What is an army aptitude test?
The army aptitude test is actually a series of different psychometric tests, designed to assess everything from your numerical and logical reasoning, to your ability to remember key instructions and follow rules and processes.
The test is timed because being able to work quickly and calmly under pressure is one of the most important skills you can bring to the army. As well as this, you’ll need to show an ability to think logically, solve problems, analyse complex information and think critically.
Once you’ve completed all the tests you’ll be given your final score, which will be used to determine whether you move onto the next stage of the process.
The format of the army aptitude test
You will sit the army aptitude test on a computer and at your nearest Army Careers Centre.
All of the answers to the questions you’ll be asked are multiple-choice. The test is designed to be challenging to ensure only the best people make it through the recruitment process, so practice and preparation beforehand is important.
Before you start, you’ll watch a short presentation on the test format and get to try out a few practice questions to ensure you feel comfortable with the equipment and process.
Once the test is finished, you’ll be given your overall score, otherwise known as your GTI (General Trainability Index).
If you passed, you’ll also be given a list of roles that your results indicate you would be suited to. The better you score, the more possibilities open up – which is why practising is so important. You can read more here about the Army’s tests and how to practice them](https://www.militaryaptitudetests.org/employers/british-army/).
Army cognitive test
The army cognitive test includes five different sub-sections (you can read about each one in more detail below):
- Error detection
- Number fluency
- Word rules
- Deductive reasoning
Overall, each section is putting your speed, accuracy and ability to think logically to the test.
The best way to prepare is simply to practice as many cognitive ability questions and tests as you can.
Error detection test
In the error detection test you’re being assessed on your ability to quickly and accurately process information, to prove you’re comfortable spotting important mistakes.
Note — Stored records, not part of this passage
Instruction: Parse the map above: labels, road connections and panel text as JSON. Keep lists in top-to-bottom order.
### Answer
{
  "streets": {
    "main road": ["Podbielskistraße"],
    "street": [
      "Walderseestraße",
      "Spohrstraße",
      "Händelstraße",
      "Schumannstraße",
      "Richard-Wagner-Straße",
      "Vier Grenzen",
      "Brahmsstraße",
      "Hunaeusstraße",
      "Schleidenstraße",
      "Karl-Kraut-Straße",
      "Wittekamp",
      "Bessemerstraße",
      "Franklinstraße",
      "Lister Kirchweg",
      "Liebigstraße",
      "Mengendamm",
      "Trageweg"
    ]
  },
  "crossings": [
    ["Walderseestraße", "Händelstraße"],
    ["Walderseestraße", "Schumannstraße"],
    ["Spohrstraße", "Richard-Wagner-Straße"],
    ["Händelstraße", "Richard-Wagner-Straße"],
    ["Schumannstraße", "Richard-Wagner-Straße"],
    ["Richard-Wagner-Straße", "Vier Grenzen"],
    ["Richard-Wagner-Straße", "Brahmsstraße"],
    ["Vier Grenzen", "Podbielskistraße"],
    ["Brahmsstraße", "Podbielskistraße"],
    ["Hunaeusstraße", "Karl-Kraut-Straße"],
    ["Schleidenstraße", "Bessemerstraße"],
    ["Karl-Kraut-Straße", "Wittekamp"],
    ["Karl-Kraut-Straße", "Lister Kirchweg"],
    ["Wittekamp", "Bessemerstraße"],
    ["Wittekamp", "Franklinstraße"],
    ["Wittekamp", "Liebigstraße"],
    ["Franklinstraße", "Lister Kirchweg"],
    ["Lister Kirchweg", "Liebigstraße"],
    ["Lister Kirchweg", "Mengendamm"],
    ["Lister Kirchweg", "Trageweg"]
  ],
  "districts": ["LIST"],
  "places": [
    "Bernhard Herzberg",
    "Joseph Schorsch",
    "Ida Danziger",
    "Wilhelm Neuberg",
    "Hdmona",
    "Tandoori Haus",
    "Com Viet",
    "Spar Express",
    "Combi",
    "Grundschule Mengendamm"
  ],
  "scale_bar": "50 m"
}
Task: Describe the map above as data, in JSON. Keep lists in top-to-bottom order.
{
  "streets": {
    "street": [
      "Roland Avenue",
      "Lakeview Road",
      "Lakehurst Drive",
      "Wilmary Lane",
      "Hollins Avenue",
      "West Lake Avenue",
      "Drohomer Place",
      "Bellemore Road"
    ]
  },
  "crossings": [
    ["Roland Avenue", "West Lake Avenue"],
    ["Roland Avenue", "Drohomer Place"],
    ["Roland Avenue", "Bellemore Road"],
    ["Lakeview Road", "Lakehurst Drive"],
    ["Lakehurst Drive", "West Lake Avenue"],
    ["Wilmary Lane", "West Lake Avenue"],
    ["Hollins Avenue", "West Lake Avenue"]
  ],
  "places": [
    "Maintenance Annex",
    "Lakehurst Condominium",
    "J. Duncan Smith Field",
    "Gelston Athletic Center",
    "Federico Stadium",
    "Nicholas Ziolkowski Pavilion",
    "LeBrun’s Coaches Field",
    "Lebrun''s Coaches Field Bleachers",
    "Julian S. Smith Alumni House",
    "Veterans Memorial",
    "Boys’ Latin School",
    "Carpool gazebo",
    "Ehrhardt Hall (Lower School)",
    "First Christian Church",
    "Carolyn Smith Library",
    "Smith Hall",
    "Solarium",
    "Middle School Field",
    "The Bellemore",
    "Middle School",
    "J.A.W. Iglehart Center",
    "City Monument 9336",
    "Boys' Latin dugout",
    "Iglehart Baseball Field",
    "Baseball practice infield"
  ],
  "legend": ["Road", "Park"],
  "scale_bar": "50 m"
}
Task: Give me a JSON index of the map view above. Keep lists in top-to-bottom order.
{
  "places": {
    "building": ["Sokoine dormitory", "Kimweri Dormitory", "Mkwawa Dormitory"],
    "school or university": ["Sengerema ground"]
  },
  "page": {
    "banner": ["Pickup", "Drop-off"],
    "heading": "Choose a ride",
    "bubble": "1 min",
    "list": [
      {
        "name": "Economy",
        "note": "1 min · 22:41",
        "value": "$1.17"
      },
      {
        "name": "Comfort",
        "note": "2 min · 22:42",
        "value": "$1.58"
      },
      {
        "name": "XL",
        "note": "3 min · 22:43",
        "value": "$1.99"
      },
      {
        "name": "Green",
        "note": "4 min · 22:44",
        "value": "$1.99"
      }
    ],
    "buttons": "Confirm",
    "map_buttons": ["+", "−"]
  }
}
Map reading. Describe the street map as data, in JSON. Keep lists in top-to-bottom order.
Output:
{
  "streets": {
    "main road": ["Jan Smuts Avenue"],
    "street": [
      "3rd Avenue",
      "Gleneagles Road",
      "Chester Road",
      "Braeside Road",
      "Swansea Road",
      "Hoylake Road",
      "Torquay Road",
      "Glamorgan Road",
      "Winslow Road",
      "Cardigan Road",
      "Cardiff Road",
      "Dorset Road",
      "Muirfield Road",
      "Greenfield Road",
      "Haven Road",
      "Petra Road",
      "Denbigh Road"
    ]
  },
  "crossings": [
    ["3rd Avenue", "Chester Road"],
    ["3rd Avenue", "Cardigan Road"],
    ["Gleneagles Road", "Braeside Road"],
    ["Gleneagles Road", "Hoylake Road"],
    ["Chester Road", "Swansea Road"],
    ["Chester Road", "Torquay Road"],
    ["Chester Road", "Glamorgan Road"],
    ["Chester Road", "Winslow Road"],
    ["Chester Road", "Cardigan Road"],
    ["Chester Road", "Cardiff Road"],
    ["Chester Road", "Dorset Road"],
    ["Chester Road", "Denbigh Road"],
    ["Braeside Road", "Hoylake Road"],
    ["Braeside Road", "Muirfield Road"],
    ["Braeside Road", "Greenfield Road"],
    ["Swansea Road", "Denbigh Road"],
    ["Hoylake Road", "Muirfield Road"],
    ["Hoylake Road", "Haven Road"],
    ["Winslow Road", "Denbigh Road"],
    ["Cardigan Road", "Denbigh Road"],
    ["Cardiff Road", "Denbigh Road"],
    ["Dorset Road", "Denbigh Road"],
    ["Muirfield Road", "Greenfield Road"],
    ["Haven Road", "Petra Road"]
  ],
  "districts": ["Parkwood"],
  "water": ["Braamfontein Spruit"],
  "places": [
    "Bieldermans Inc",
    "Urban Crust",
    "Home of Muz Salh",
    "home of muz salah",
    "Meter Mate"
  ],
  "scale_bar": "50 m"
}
The questions usually take the form of a series of different symbol combinations. Your job is to try and memorise as many as you can, so you’re able to answer questions on what you’ve just seen.
This is exactly the kind of test that really does require practice, since it doesn’t come naturally to everyone.
To give yourself the best possible chance of success on the day, read more about how to prepare for error detection tests.
The orientation section is all about showing the strength of your logic and spatial awareness.
The questions will give you rules to memorise, before asking you to solve problems with those rules in mind. As a result, the questions are designed to test your memory, mental agility and ability to think logically under pressure.
As with every section of the test, practice is important if you want to give yourself the best possible chance of success. Spatial reasoning questions will help you get to grips with a similar type of challenge and will ensure your speed and accuracy improves.
Number fluency test
Part memory test and part maths test, the number fluency section is crucial to perform well in, as numerical ability is deemed as essential for any army recruit.
The questions will ask you to look at a numerical rule, memorise it, then apply it to the question to find the correct answer.
You can improve your aptitude for the number fluency test by practising numerical reasoning questions – they’ll help you familiarise yourself with the question format, strengthen your mathematical ability and boost your speed.
Word rules test
You’ll be given different sets of three words and asked to find the rule that governs those words in order to select the correct answer.
The point of this part of the test is for the examiner to get a closer look at your general literacy and comprehension skills,and how you can apply these skills under tight time pressure.
Brushing up on your verbal reasoning skills is a great way to prepare yourself for the word rules test at home.
Deductive reasoning test
Deductive reasoning tests measure your ability to take information, process it and make logical deductions based on what you’ve read — a vital skill for all army recruits.
This test doesn’t require any specific prior knowledge, but the slightly abstract nature of the questions can confuse people. As such, it’s vital you don’t encounter it for the first time when taking your army aptitude test.